*Material supplied*.
++++++++

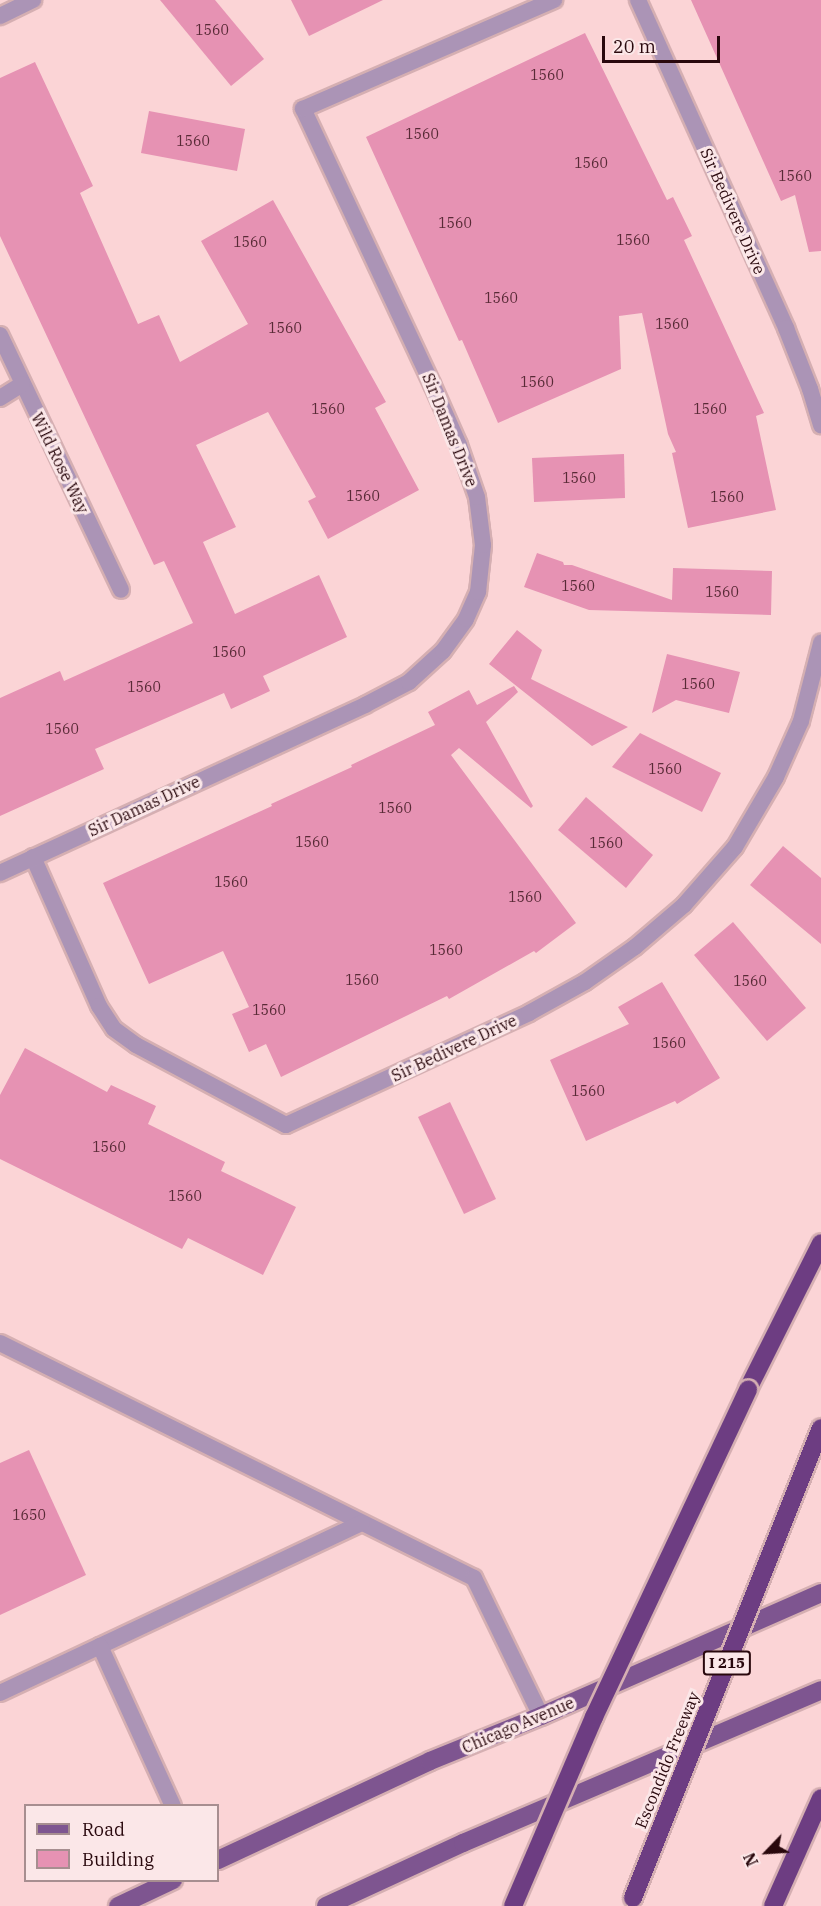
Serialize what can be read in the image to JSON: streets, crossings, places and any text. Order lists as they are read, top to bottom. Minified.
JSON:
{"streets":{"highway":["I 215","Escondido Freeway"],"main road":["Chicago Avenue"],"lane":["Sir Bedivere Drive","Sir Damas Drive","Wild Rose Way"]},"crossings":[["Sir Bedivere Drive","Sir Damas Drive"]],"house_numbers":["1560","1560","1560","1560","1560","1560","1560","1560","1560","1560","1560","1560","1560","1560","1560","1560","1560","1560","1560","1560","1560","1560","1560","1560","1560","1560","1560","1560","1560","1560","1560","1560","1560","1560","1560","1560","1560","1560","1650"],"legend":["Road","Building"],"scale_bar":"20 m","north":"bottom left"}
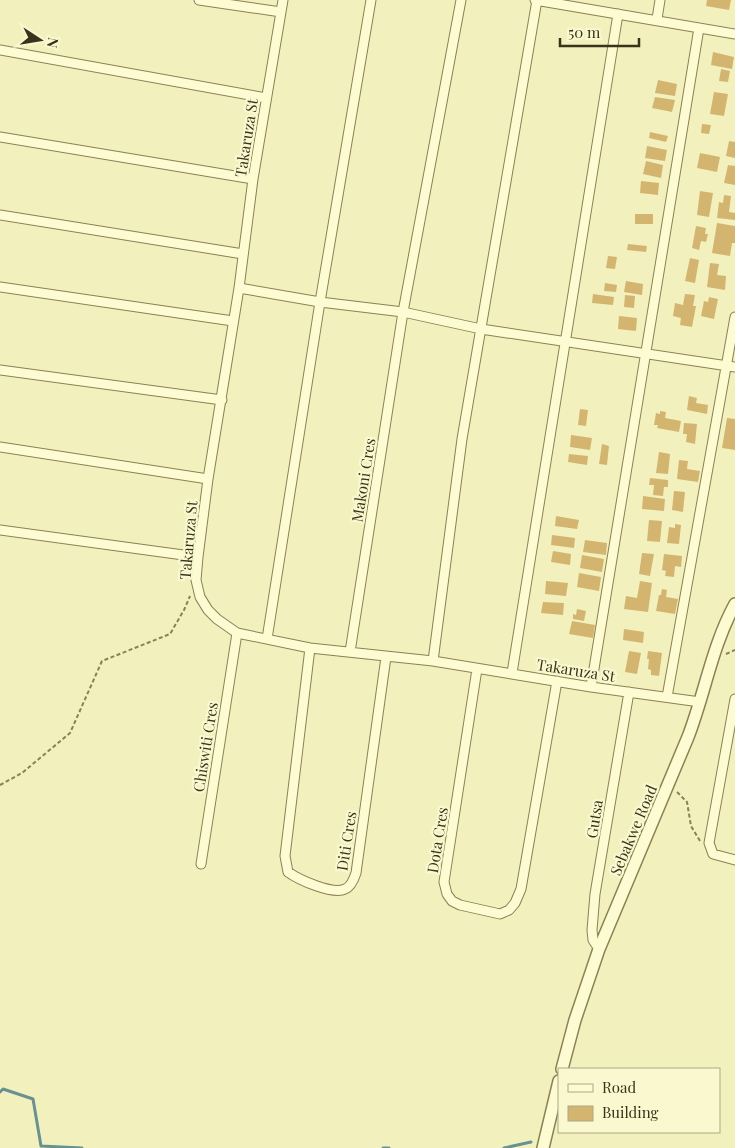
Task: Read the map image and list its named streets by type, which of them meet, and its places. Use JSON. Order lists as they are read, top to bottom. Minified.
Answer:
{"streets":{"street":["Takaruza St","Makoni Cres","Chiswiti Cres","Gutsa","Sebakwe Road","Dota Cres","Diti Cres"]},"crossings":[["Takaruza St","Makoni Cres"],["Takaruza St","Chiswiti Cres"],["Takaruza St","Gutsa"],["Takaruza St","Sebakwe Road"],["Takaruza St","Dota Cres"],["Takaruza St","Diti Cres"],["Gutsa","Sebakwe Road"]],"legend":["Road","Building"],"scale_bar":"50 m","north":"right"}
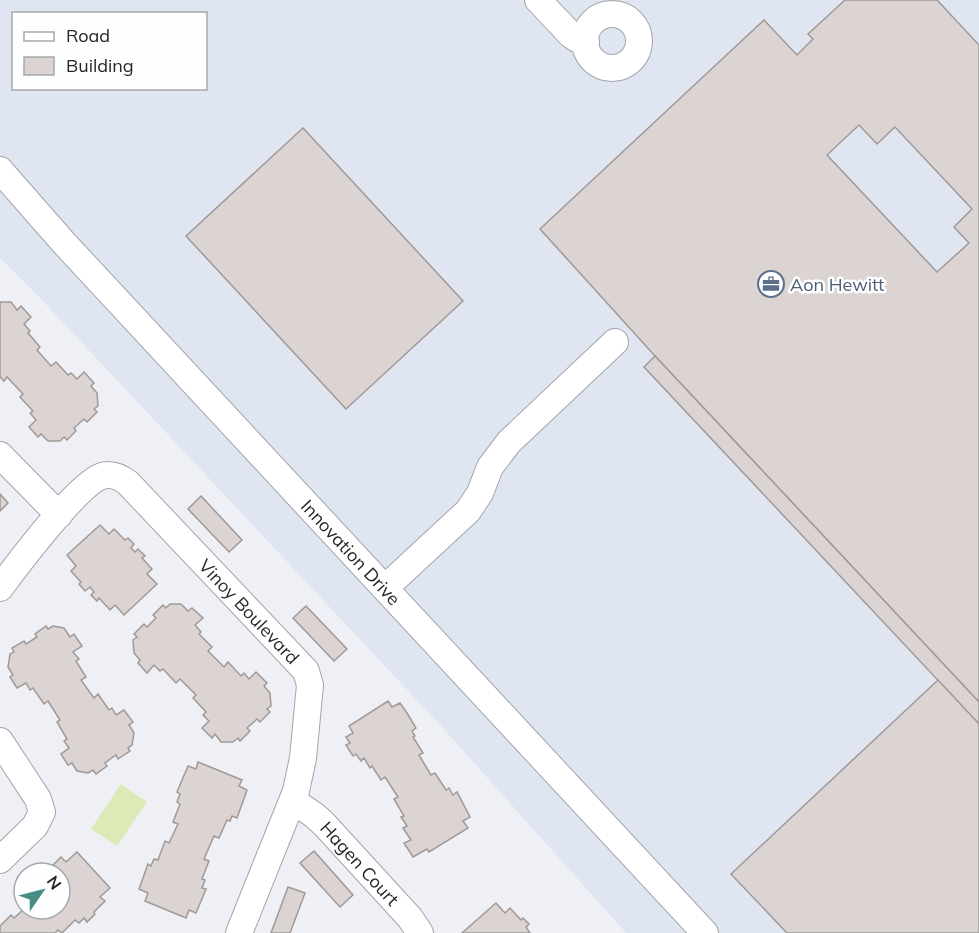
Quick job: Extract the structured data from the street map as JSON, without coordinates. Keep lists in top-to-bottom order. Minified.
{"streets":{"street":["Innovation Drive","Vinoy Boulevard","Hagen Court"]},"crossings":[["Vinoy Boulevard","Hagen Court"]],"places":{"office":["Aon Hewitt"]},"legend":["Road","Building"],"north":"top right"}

++++++++

*What to do*. Copy each line in the data that holds the word "image".

*Answer to this task*.
Serialize what can be read in the image to JSON: streets, crossings, places and any text. Order lists as they are read, top to bottom. Minified.
Task: Read the map image and list its named streets by type, which of them meet, and its places. Use JSON. Order lists as they are read, top to bottom. Minified.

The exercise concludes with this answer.